• [Extracted information]
════════════════
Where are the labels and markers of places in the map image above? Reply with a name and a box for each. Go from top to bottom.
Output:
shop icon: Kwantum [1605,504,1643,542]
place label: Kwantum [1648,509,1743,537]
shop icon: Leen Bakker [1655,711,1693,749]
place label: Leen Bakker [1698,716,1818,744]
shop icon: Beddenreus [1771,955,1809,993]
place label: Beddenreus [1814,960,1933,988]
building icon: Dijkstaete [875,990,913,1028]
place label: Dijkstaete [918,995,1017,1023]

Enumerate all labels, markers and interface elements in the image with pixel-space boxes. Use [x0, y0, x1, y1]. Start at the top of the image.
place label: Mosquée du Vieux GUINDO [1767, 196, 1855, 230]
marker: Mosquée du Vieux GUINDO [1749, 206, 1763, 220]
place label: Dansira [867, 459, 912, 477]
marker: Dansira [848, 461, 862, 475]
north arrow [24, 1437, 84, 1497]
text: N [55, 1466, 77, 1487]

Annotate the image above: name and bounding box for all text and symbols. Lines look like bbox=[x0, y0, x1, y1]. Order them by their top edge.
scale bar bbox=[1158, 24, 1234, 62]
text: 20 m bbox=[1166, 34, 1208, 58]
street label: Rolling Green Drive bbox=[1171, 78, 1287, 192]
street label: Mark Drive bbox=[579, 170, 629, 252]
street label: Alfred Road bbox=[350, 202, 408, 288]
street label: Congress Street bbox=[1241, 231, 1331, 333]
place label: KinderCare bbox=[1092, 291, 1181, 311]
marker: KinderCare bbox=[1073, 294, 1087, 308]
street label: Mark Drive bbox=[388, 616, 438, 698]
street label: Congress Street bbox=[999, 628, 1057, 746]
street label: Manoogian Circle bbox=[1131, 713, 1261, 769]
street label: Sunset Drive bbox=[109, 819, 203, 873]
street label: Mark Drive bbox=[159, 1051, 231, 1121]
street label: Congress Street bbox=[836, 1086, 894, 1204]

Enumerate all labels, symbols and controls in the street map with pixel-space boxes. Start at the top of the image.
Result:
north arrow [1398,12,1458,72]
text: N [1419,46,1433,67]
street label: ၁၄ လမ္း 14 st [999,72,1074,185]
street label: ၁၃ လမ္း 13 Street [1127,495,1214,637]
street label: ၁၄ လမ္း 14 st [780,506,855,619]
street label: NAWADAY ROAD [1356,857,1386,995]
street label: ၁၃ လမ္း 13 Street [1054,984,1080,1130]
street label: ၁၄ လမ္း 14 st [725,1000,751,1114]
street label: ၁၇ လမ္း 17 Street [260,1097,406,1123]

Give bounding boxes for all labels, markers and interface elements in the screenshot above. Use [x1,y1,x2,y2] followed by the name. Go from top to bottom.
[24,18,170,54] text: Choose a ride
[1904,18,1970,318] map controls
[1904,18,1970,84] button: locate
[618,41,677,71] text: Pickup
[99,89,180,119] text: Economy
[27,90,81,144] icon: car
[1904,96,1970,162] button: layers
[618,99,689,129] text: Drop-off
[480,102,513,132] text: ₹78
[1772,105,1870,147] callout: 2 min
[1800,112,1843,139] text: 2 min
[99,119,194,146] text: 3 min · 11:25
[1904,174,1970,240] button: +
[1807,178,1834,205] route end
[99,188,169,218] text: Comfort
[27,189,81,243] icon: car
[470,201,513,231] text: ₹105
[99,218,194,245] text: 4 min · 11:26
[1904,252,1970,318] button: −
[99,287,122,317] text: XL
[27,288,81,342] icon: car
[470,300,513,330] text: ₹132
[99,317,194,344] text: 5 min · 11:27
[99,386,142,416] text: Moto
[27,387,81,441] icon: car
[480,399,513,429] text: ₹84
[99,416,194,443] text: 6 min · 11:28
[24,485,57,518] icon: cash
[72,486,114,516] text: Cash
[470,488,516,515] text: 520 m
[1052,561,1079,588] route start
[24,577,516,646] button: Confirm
════════════════
• [Instructions to follow] The listing above has to be repeated exactly, down to the last line.

• [Written response]
Where are the labels and markers of places in the map image above? Reply with a name and a box for each. Go from top to bottom.
Output:
shop icon: Kwantum [1605,504,1643,542]
place label: Kwantum [1648,509,1743,537]
shop icon: Leen Bakker [1655,711,1693,749]
place label: Leen Bakker [1698,716,1818,744]
shop icon: Beddenreus [1771,955,1809,993]
place label: Beddenreus [1814,960,1933,988]
building icon: Dijkstaete [875,990,913,1028]
place label: Dijkstaete [918,995,1017,1023]

Enumerate all labels, markers and interface elements in the image with pixel-space boxes. Use [x0, y0, x1, y1]. Start at the top of the image.
place label: Mosquée du Vieux GUINDO [1767, 196, 1855, 230]
marker: Mosquée du Vieux GUINDO [1749, 206, 1763, 220]
place label: Dansira [867, 459, 912, 477]
marker: Dansira [848, 461, 862, 475]
north arrow [24, 1437, 84, 1497]
text: N [55, 1466, 77, 1487]

Annotate the image above: name and bounding box for all text and symbols. Lines look like bbox=[x0, y0, x1, y1]. Order them by their top edge.
scale bar bbox=[1158, 24, 1234, 62]
text: 20 m bbox=[1166, 34, 1208, 58]
street label: Rolling Green Drive bbox=[1171, 78, 1287, 192]
street label: Mark Drive bbox=[579, 170, 629, 252]
street label: Alfred Road bbox=[350, 202, 408, 288]
street label: Congress Street bbox=[1241, 231, 1331, 333]
place label: KinderCare bbox=[1092, 291, 1181, 311]
marker: KinderCare bbox=[1073, 294, 1087, 308]
street label: Mark Drive bbox=[388, 616, 438, 698]
street label: Congress Street bbox=[999, 628, 1057, 746]
street label: Manoogian Circle bbox=[1131, 713, 1261, 769]
street label: Sunset Drive bbox=[109, 819, 203, 873]
street label: Mark Drive bbox=[159, 1051, 231, 1121]
street label: Congress Street bbox=[836, 1086, 894, 1204]

Enumerate all labels, symbols and controls in the street map with pixel-space boxes. Start at the top of the image.
Result:
north arrow [1398,12,1458,72]
text: N [1419,46,1433,67]
street label: ၁၄ လမ္း 14 st [999,72,1074,185]
street label: ၁၃ လမ္း 13 Street [1127,495,1214,637]
street label: ၁၄ လမ္း 14 st [780,506,855,619]
street label: NAWADAY ROAD [1356,857,1386,995]
street label: ၁၃ လမ္း 13 Street [1054,984,1080,1130]
street label: ၁၄ လမ္း 14 st [725,1000,751,1114]
street label: ၁၇ လမ္း 17 Street [260,1097,406,1123]

Give bounding boxes for all labels, markers and interface elements in the screenshot above. Use [x1,y1,x2,y2] followed by the name. Go from top to bottom.
[24,18,170,54] text: Choose a ride
[1904,18,1970,318] map controls
[1904,18,1970,84] button: locate
[618,41,677,71] text: Pickup
[99,89,180,119] text: Economy
[27,90,81,144] icon: car
[1904,96,1970,162] button: layers
[618,99,689,129] text: Drop-off
[480,102,513,132] text: ₹78
[1772,105,1870,147] callout: 2 min
[1800,112,1843,139] text: 2 min
[99,119,194,146] text: 3 min · 11:25
[1904,174,1970,240] button: +
[1807,178,1834,205] route end
[99,188,169,218] text: Comfort
[27,189,81,243] icon: car
[470,201,513,231] text: ₹105
[99,218,194,245] text: 4 min · 11:26
[1904,252,1970,318] button: −
[99,287,122,317] text: XL
[27,288,81,342] icon: car
[470,300,513,330] text: ₹132
[99,317,194,344] text: 5 min · 11:27
[99,386,142,416] text: Moto
[27,387,81,441] icon: car
[480,399,513,429] text: ₹84
[99,416,194,443] text: 6 min · 11:28
[24,485,57,518] icon: cash
[72,486,114,516] text: Cash
[470,488,516,515] text: 520 m
[1052,561,1079,588] route start
[24,577,516,646] button: Confirm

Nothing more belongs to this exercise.